(Beginning of DATA FOR THIS EXERCISE)
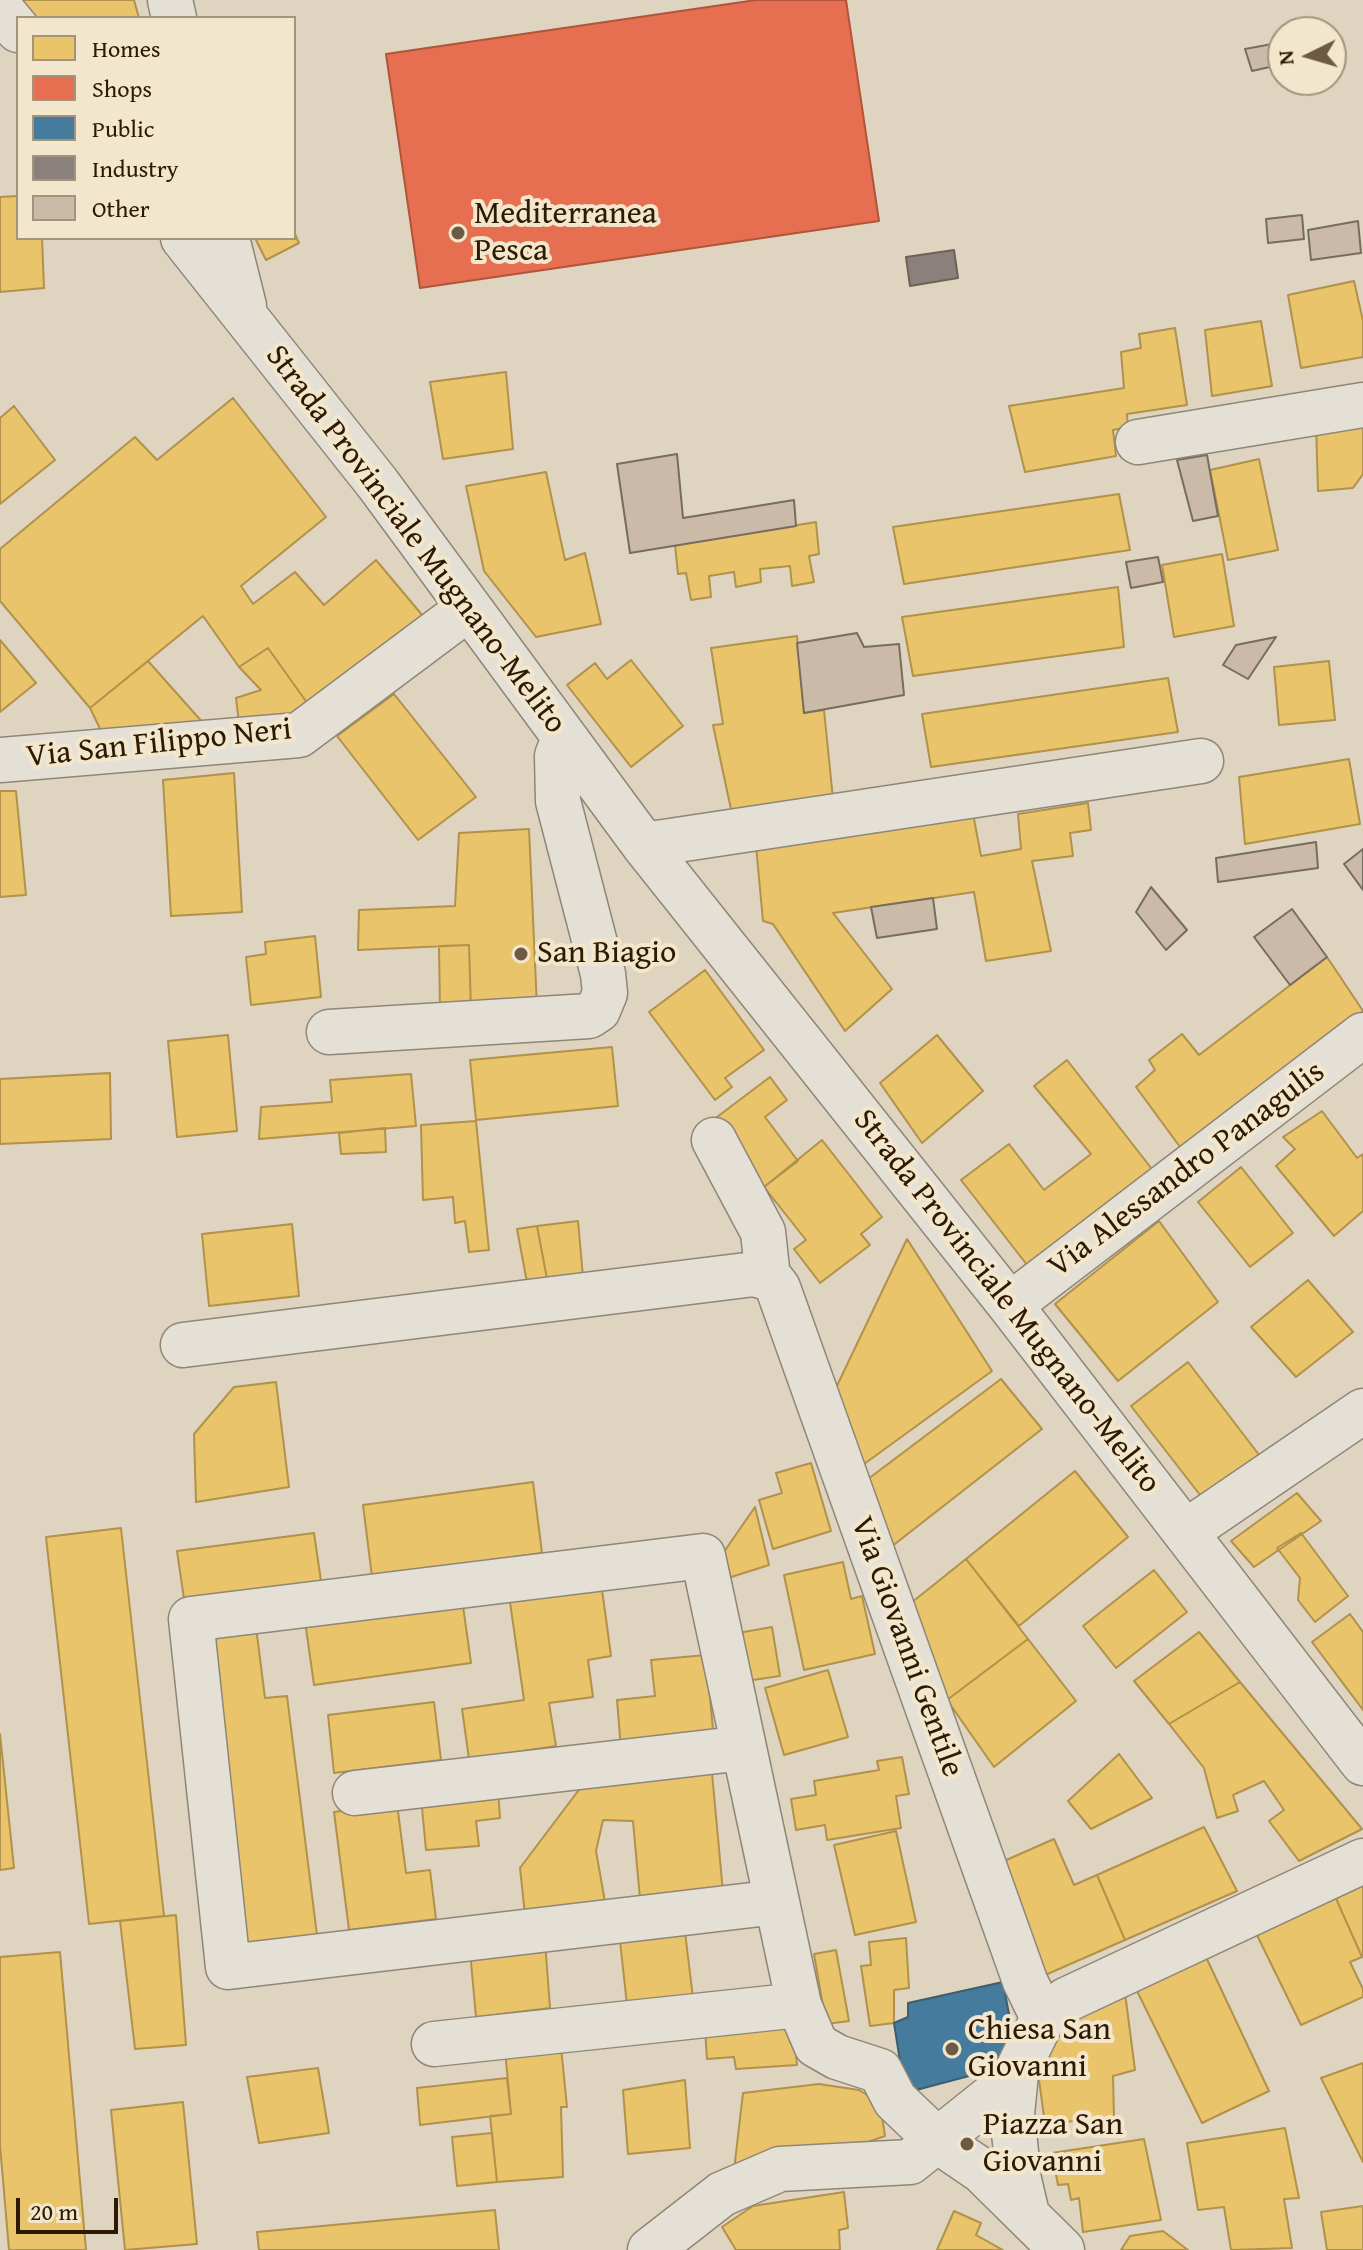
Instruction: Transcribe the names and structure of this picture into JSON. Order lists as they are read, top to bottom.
{
  "streets": {
    "street": [
      "Strada Provinciale Mugnano-Melito",
      "Via San Filippo Neri",
      "Via Alessandro Panagulis",
      "Via Giovanni Gentile"
    ]
  },
  "crossings": [
    ["Strada Provinciale Mugnano-Melito", "Via San Filippo Neri"],
    ["Strada Provinciale Mugnano-Melito", "Via Alessandro Panagulis"]
  ],
  "places": [
    "Mediterranea Pesca",
    "San Biagio",
    "Chiesa San Giovanni",
    "Piazza San Giovanni"
  ],
  "legend": [
    "Homes",
    "Shops",
    "Public",
    "Industry",
    "Other"
  ],
  "scale_bar": "20 m",
  "north": "left"
}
(End of DATA FOR THIS EXERCISE)
> [TASK OBJECTIVE]
Set down the lines of the records above exactly, apart from the pictures.

> [TASK RESULT]
Instruction: Transcribe the names and structure of this picture into JSON. Order lists as they are read, top to bottom.
{
  "streets": {
    "street": [
      "Strada Provinciale Mugnano-Melito",
      "Via San Filippo Neri",
      "Via Alessandro Panagulis",
      "Via Giovanni Gentile"
    ]
  },
  "crossings": [
    ["Strada Provinciale Mugnano-Melito", "Via San Filippo Neri"],
    ["Strada Provinciale Mugnano-Melito", "Via Alessandro Panagulis"]
  ],
  "places": [
    "Mediterranea Pesca",
    "San Biagio",
    "Chiesa San Giovanni",
    "Piazza San Giovanni"
  ],
  "legend": [
    "Homes",
    "Shops",
    "Public",
    "Industry",
    "Other"
  ],
  "scale_bar": "20 m",
  "north": "left"
}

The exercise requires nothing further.